The conductor of a San Francisco train that in 2021 dragged to death a woman was cleared of wrongdoing by federal investigators, according to a report made public Tuesday.

Amy Adams, 41, had boarded a Bay Area Rapid Transit train at the Powell Station with her dog tethered to her waist by a leash. As the doors were closing, she stepped out, but the dog stayed on the train. The train took off, and Adams was dragged and pulled onto the tracks and killed on Sept. 13, 2021. The dog was not injured, BART officials said.

Adams appeared to be waving at someone moments before the train started moving, they said. A witness told KGO-TV that he saw the woman being dragged and a man who was hysterical on the platform who told him the woman killed was his girlfriend.

The National Transportation Safety Board said the train conductor followed BART’s procedures that required him to look for passengers before departing a station but did not see Adams, who was more than 600 feet (180 meters) away from him, or the dog leash trapped between the doors.

The NTSB said dim lighting at the station “likely made it difficult for the train operator to reliably monitor and evaluate passengers exiting and entering the rear of the train.”

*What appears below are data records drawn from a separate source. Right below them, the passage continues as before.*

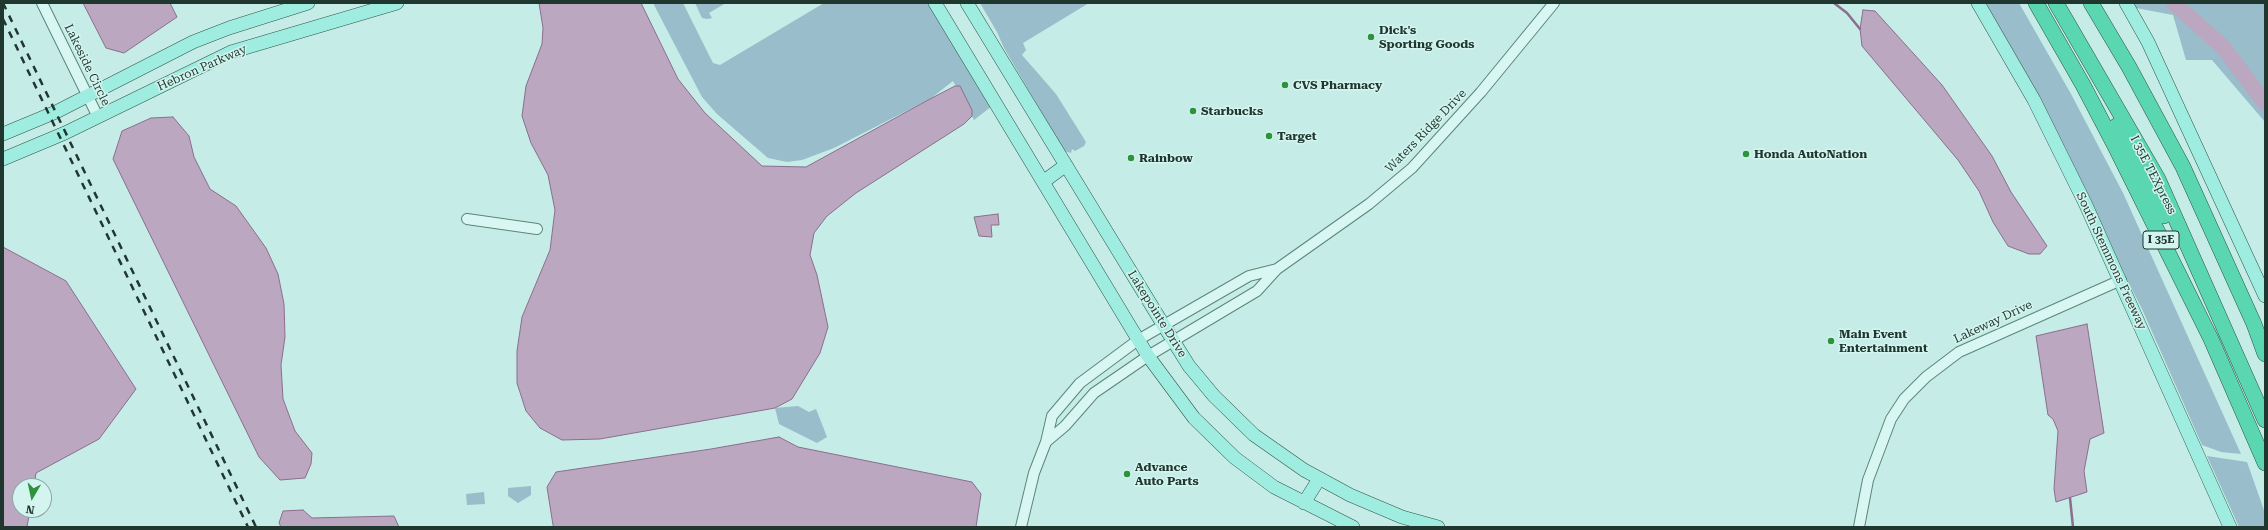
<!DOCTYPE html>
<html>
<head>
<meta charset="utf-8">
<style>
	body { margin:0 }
	#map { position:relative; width:2268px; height:530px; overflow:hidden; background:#c5ece6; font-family:"Roboto Serif",serif }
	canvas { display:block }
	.frame { position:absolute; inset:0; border:4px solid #1f372e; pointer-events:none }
	.north { position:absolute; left:12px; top:478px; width:40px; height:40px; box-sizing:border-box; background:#d4f4ef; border:1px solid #8ca8a2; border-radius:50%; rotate:189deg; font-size:11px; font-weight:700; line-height:16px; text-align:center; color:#1f372e }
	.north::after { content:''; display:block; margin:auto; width:14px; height:18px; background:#2f923c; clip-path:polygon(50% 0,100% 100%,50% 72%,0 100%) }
</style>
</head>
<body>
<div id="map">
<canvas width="2268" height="530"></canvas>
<div class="frame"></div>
<div class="north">N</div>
</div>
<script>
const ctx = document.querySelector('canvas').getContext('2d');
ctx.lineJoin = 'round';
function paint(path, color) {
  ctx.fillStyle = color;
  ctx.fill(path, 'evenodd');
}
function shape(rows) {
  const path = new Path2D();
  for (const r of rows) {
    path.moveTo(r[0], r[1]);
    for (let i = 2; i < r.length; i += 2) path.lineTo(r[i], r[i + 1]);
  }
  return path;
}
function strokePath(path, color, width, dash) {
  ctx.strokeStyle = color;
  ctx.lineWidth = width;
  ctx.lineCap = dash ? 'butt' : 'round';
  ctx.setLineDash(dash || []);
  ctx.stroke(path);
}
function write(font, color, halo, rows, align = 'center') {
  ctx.font = font + ' "Roboto Serif",serif';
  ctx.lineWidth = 3;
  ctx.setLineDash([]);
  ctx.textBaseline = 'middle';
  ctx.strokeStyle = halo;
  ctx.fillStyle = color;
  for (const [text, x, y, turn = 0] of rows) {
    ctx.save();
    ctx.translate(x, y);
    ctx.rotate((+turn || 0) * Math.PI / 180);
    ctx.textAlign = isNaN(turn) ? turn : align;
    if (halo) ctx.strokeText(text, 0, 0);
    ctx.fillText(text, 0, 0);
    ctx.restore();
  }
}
const green = shape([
	[653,3,683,3,713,63,720,65,824,3,930,3,992,106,974,120,953,81,930,99,834,148,802,160,787,162,768,158,717,114,702,97],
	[695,3,726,3,709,13,712,18,707,19,702,18],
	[980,3,1089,3,1023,43,1026,50,1022,55,1056,94,1086,142,1084,146,1075,151,1072,149,1071,153,1064,151,1004,48,997,32],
	[1986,3,2019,3,2071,94,2123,193,2241,454,2221,452,2202,445,2142,309],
	[2134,3,2265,3,2265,122,2212,60,2186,60,2173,15,2136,8],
	[798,406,809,412,816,409,827,437,817,443,779,424,775,408],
	[2207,456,2247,462,2265,513,2265,527,2239,527],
	[531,486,531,495,518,503,508,496,508,488],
	[484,492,485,504,467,505,466,494]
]);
const water = shape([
	[83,3,170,3,177,17,124,53,106,48,83,3],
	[539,3,641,3,678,79,705,113,762,166,806,167,930,99,955,86,960,86,972,110,972,116,964,124,856,193,827,216,814,233,810,255,817,275,828,327,820,353,792,399,775,408,600,439,562,440,540,428,526,411,517,383,517,351,522,317,550,250,555,210,548,175,531,143,522,116,526,86,542,44,543,28,539,3],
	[1863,10,1875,11,1942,85,1992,156,2011,192,2047,246,2040,254,2029,254,2008,246,1993,222,1979,191,1958,160,1862,46,1860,29,1863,10],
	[173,117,189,136,194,157,210,189,236,206,266,248,278,274,284,304,285,337,281,365,283,399,295,431,312,453,311,464,305,478,280,480,259,457,113,159,122,131,151,118,173,117],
	[998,214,999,225,991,225,992,237,979,236,974,217,998,214],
	[3,247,66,281,136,389,99,439,36,473,34,486,20,486,20,510,30,510,27,527,3,527,3,247],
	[2087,324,2104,433,2090,439,2084,471,2087,492,2056,502,2054,489,2058,431,2053,419,2048,415,2036,336,2087,324],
	[779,437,798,447,972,482,981,494,976,527,554,527,553,525,547,487,556,472,711,449,779,437],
	[303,510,312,518,394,516,399,527,281,527,279,523,283,511,303,510]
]);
const stream = shape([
	[1834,3,1847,13,1860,29],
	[2070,498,2073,527]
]);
const river = shape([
	[2174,3,2223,47,2265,103]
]);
const minor = shape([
	[42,3,98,117],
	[467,219,537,229],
	[1046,442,1065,426,1094,393,1148,356,1257,291,1277,269,1369,204,1412,168,1481,92,1554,3],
	[1021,527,1034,473,1046,442,1052,416,1080,383,1138,340,1249,276,1277,269],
	[1859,527,1868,480,1891,419,1904,399,1926,377,1959,352,2121,280]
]);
const major = shape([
	[935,3,1148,356,1194,418,1235,458,1274,487,1353,527],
	[967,3,1164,326,1189,366,1214,396,1254,435,1304,470,1350,495,1402,517,1438,527],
	[1978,3,2034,100,2085,203,2230,527],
	[2126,3,2148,42,2265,296],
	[3,134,56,112,193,42,229,28,308,3],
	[3,159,65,133,231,52,397,3],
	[1043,182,1066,165],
	[1304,503,1319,479]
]);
const highway = shape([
	[2036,3,2083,85,2115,146,2211,339,2265,463],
	[2056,3,2158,179,2265,420],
	[2091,3,2129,67,2183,167,2254,324,2265,354],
	[2116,126,2164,216]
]);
const rail = shape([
	[3,3,256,527],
	[3,19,248,527]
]);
const markers = [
	[1371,37,4,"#2f923c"],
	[1285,85,4,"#2f923c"],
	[1193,111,4,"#2f923c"],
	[1269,136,4,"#2f923c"],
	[1746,154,4,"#2f923c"],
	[1131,158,4,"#2f923c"],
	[1831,341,4,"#2f923c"],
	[1127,474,4,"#2f923c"]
];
const shields = [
	[2161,240,36]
];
const shieldNames = [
	["I 35E",2161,240]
];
const poiNames = [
	["Dick's",1379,30],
	["Sporting Goods",1379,44],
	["CVS Pharmacy",1293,85],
	["Starbucks",1201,111],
	["Target",1277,136],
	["Honda AutoNation",1754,154],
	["Rainbow",1139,158],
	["Main Event",1839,334],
	["Entertainment",1839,348],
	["Advance",1135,467],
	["Auto Parts",1135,481]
];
const streetNames = [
	["Lakeside Circle",87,65,64],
	["Hebron Parkway",202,68,-24],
	["Waters Ridge Drive",1426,131,-46],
	["I 35E TEXpress",2153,175,63],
	["South Stemmons Freeway",2111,261,65],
	["Lakepointe Drive",1157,314,58],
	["Lakeway Drive",1993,322,-25]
];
paint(green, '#99bdca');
paint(water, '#bca7c0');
strokePath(water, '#8a6e8d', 1);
strokePath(stream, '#8a6e8d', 2.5);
strokePath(river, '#bca7c0', 16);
strokePath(minor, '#5c8678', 12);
strokePath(major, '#305446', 14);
strokePath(highway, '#305446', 16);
strokePath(minor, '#d8f7f2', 10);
strokePath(major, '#9fede0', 13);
strokePath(highway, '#5ad7b1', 15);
strokePath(rail, '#1f372e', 2.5, [7, 7]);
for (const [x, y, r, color] of markers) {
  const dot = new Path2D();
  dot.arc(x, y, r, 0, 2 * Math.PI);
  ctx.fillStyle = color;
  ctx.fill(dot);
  strokePath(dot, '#d4f4ef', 1.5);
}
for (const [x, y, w] of shields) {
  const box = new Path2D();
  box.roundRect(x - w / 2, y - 9, w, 18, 3);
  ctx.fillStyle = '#d4f4ef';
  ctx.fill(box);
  strokePath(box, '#1f372e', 1);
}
write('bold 11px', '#1f372e', null, shieldNames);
write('bold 12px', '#1f372e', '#d4f4ef', poiNames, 'left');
write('12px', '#1f372e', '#d4f4ef', streetNames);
</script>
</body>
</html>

BART has since completed lighting and painting improvements at the Powell Street Station and other nearby stations to improve visibility for its train conductors, the agency said.

Toxicology tests on the train conductor didn't identify any illicit substances, it said.

Adams tested positive for methamphetamine, cocaine and fentanyl in an autopsy conducted by San Francisco authorities, the agency said.

“It is likely that the passenger was experiencing at least some impairing effects of substance use at the time of the accident,” the NTSB said, adding that investigators found no clear evidence that impairment played a role in the accident.